なぜ”プロ”のアドバイスが必要なのか?

2月22日、日銀が0.25%の利上げを決めました。
2月末からは、中国、米国の影響を受け、日本の株式も大きく下落。
もはやマネーに国境はありません。

激動するマーケットの中で、私は前回のコラム「第4回 物件調達のポイント」にも書いたように、年度末に出やすい掘り出しモノ物件に数多く出会い、忙しい毎日を過ごしています。

今回は、「事業としての不動産投資」を考えていきましょう。

個人不動産投資家の多くが、ローンを早く返したいと考えています。

しかし私は、元本を返し終わるまでの20~30年間は、税引き後のキャッシュフローが回っていればいいと考えています。

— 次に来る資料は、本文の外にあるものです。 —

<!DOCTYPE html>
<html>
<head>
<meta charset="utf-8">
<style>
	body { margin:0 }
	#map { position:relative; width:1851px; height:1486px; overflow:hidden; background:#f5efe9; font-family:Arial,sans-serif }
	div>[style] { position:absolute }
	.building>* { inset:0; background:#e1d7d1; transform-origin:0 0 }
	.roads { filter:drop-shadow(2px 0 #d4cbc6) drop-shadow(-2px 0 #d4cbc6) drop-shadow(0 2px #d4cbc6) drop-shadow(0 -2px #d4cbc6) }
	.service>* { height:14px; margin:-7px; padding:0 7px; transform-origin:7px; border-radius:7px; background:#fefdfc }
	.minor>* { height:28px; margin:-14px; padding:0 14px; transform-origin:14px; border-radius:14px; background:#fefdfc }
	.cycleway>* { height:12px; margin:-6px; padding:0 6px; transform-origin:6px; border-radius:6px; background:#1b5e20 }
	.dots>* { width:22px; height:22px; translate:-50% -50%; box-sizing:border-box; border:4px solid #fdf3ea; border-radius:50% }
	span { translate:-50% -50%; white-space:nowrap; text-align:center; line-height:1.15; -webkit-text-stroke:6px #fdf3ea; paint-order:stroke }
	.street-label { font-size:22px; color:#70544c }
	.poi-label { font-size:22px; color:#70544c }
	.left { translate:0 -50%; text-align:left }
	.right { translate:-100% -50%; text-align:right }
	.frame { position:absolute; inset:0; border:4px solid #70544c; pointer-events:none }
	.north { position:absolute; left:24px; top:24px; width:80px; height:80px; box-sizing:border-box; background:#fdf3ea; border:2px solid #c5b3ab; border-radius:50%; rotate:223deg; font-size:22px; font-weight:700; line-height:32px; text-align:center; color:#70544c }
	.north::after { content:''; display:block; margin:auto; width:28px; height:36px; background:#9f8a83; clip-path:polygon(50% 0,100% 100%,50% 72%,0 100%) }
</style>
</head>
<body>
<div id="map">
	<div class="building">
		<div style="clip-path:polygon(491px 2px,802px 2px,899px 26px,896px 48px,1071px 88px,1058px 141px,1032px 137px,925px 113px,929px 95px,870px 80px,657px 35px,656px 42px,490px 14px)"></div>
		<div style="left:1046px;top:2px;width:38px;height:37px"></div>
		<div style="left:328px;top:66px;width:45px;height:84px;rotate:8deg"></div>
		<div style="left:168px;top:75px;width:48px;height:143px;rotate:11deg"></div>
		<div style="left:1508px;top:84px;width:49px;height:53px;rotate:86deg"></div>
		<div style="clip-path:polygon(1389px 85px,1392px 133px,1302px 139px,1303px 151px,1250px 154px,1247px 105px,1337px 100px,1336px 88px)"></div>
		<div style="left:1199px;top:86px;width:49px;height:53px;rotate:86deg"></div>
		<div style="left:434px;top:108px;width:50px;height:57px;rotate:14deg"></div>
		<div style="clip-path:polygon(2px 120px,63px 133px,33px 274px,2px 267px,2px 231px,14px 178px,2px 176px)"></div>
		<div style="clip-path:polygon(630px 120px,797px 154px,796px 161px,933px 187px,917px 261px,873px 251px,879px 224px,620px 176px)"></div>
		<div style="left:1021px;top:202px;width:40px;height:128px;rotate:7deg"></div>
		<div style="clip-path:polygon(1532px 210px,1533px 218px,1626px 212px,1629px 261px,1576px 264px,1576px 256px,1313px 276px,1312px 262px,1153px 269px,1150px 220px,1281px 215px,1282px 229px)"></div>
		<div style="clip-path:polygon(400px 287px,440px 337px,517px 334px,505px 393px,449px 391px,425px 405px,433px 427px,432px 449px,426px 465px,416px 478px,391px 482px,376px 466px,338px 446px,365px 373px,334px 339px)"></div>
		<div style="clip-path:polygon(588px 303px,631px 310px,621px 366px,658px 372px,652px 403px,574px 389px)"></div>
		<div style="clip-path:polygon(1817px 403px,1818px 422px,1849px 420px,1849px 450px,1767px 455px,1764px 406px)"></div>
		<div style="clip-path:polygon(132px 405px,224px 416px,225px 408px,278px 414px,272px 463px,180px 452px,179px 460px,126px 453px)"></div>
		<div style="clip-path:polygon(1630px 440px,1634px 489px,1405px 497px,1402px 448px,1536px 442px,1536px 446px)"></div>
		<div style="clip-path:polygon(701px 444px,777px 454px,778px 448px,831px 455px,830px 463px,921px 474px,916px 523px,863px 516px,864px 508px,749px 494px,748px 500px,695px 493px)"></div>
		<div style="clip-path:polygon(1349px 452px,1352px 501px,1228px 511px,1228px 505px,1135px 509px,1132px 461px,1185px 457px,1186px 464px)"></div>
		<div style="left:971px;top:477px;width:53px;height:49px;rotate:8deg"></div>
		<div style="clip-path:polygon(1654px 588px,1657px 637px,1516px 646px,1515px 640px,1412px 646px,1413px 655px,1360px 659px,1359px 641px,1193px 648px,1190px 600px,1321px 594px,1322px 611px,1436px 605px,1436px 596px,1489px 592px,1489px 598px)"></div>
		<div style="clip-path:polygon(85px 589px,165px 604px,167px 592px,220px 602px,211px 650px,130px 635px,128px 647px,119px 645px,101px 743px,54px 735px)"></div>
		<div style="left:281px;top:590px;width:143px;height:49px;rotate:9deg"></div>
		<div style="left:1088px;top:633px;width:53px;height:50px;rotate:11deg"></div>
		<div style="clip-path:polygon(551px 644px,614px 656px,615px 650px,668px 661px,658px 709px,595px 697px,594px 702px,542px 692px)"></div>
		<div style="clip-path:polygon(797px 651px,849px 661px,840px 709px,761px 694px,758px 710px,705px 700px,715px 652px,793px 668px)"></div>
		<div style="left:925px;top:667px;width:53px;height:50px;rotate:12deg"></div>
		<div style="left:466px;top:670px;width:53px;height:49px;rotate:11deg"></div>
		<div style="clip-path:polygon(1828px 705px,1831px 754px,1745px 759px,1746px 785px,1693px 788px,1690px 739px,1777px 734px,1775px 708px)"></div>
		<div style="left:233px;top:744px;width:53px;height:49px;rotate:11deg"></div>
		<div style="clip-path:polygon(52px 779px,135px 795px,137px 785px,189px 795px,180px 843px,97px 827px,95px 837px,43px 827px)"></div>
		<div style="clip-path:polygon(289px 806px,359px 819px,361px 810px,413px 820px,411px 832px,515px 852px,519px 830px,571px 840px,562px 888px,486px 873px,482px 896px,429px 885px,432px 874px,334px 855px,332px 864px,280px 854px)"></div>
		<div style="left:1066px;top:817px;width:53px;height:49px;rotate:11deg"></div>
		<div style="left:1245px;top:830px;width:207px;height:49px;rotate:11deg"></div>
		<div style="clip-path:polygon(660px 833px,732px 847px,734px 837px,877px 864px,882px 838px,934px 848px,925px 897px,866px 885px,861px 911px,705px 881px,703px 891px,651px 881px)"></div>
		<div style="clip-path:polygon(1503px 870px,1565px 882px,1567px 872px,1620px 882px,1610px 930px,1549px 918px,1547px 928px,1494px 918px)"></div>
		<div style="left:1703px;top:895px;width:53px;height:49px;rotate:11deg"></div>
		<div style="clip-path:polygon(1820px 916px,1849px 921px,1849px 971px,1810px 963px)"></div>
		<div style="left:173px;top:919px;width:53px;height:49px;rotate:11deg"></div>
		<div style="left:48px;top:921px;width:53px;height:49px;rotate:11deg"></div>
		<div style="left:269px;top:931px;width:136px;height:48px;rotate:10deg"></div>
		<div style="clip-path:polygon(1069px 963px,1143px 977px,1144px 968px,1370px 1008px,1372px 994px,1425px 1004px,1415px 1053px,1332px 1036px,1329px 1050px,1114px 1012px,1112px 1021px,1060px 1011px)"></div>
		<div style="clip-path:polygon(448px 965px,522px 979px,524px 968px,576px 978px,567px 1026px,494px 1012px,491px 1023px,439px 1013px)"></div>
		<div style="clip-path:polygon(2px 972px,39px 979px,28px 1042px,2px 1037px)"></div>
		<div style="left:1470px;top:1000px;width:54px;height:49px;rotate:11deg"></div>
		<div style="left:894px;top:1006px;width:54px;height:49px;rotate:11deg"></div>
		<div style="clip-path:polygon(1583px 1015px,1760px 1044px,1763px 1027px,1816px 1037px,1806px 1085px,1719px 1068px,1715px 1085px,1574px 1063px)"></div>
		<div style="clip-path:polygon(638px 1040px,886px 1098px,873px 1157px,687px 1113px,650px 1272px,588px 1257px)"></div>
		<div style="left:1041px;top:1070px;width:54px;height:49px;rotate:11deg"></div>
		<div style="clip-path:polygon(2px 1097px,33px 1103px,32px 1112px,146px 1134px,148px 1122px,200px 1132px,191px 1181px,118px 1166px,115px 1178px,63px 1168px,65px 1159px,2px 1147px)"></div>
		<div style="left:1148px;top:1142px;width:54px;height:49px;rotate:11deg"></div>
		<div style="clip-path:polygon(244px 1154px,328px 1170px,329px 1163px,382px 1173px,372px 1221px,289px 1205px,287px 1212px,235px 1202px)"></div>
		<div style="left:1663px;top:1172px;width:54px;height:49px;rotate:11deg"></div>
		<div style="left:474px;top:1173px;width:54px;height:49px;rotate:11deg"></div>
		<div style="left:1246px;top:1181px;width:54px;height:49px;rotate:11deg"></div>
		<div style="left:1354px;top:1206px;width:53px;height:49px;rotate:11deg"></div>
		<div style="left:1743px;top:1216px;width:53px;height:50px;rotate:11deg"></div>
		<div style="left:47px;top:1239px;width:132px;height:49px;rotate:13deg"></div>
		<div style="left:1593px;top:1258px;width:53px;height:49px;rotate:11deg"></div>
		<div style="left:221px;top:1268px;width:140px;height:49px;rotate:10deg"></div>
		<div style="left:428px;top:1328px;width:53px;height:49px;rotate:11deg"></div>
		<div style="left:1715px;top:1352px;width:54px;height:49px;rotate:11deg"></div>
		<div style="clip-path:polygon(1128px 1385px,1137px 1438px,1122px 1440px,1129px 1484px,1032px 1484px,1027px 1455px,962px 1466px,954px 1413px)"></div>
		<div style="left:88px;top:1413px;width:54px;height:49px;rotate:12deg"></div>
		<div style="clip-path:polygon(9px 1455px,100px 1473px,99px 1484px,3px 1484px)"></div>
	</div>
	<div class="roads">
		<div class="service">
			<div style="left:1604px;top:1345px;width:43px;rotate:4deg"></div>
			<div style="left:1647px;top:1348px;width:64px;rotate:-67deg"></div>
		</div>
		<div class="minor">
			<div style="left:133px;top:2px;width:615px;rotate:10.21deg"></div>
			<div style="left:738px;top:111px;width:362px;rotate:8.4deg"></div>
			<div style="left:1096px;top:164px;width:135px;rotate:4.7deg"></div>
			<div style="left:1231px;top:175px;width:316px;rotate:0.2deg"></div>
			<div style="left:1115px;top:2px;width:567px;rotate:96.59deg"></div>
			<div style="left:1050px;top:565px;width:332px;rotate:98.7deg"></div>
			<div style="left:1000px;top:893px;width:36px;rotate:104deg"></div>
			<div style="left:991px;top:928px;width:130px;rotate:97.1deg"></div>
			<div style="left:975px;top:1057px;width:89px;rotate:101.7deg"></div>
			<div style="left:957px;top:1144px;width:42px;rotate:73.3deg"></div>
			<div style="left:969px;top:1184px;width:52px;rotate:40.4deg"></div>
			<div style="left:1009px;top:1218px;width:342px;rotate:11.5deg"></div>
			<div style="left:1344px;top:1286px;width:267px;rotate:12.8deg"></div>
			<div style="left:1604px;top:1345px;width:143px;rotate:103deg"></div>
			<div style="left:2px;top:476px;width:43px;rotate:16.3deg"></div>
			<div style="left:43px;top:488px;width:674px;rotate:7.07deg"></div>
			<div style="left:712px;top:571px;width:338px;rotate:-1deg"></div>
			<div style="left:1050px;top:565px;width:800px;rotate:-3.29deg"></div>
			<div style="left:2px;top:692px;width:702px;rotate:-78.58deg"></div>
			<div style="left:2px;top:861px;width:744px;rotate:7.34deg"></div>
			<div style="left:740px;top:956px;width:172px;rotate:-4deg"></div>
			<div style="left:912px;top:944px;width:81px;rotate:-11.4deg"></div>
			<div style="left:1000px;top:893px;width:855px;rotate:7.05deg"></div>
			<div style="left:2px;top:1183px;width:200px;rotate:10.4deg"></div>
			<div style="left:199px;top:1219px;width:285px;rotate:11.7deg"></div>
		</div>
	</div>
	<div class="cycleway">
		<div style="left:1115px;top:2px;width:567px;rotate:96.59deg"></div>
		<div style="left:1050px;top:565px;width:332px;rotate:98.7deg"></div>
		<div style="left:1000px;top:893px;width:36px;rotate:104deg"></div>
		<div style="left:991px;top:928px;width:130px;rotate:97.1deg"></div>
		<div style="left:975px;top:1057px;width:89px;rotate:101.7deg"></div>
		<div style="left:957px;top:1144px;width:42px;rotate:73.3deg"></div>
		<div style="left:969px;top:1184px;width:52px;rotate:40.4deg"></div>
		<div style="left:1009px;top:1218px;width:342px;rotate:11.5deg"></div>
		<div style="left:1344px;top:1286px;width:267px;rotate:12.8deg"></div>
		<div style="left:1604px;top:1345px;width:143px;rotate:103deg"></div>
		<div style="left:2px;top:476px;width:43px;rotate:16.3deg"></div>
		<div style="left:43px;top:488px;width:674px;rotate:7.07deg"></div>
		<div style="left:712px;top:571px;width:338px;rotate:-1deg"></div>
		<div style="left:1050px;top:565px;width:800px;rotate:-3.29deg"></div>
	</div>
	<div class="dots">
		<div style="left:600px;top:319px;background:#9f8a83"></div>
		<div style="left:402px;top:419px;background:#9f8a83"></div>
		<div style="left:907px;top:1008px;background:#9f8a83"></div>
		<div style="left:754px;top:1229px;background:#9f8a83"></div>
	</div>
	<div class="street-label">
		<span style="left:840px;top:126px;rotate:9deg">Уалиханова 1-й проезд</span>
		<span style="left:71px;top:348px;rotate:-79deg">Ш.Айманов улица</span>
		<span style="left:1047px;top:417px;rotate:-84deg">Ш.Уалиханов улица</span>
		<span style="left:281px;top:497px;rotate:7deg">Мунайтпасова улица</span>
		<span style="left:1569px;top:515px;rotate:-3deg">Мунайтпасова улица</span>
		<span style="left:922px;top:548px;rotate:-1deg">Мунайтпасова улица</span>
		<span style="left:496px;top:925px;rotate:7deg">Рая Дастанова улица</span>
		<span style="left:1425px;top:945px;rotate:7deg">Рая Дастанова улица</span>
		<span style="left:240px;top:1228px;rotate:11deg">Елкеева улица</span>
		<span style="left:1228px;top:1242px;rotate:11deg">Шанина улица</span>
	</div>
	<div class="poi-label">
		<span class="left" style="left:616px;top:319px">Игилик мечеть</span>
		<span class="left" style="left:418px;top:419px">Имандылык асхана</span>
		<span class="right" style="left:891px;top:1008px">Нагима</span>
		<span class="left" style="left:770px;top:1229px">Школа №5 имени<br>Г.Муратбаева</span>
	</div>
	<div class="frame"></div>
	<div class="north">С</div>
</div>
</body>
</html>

逆に言うと、20~30年間の長期に渡って回らなければダメだという考え方です。

ローンがゼロになれば金利は発生しませんが、その分、税金を納めることになります。
尚且つ、相続税対策にもなりません(不動産の評価は下がるので、一部、相続税対策になりますが)。
ローン(負債)も資産なのでそのまま引き継げるわけです。

借金も戦略の一つなのです。

不動産投資を事業として考えた場合、有効な方法の一つは、プロを使うということです。
そして、費用をケチらないこと。そこをケチると損をします。

税務やコンサルティングというコストを欧米では惜しみません。

プロはリスクをどのようにヘッジ(防衛策)するかを計算します。
金利上昇リスク、空室リスク、自然災害リスクなど、
これらをどうヘッジするかをシミュレーションして、限界値がどこかを見出す。

入居率が下がっても家賃がゼロ円になることはありません。
入らなくなったら家賃を下げればいいわけです。

例えば古い木造アパート(1DK)の家賃をいくらまで下げたら人が入るのか?

その地域では生活保護を受けている人の平均家賃が5万円だとすると、家賃のボトムを設定することができます。
最低でも家賃5万円を確保できるとし、その物件を買うべきかどうかを検証するのです。

私はクライアントにそういったことを説明して「それでもやりますか?」と判断を仰ぎます。
最終的にはクライアントのリスクですよ、あなたの判断ですよ、と。
私としては判断材料を与えるだけです。決して購入を進める事は致しません。

ここが不動産業者との違いになりますが、
彼らは仲介が成り立たないとフィーを貰えませんので、兎に角、売買が成立する様にがんばります。
不動産業者は、投資家が購入した後の事は考えませんので、要注意です。

いろいろなシミュレーションについては個人投資家でも考えることができますが、プロの方が正確かつ客観的です。
また、投資家としての経験があるアドバイザーの方が悩んだ時のアドバイスも的確です。

だから私は不動産を事業として考える上ではプロの意見を聞く必要があると言うのです。

法人化のメリットとデメリット

法人化するか、個人で不動産所有するかは、個人不動産投資家ごとに選択します。

簡単に言うと、事業を拡大するつもりなら法人化したほうがいいし、一棟でいい人は法人化しなくてもいいわけです。

法人化の決め手には、年収も関係があります。
年収に不動産収益がのった際、最高税率になってしまう方は法人化したほうがいいですね。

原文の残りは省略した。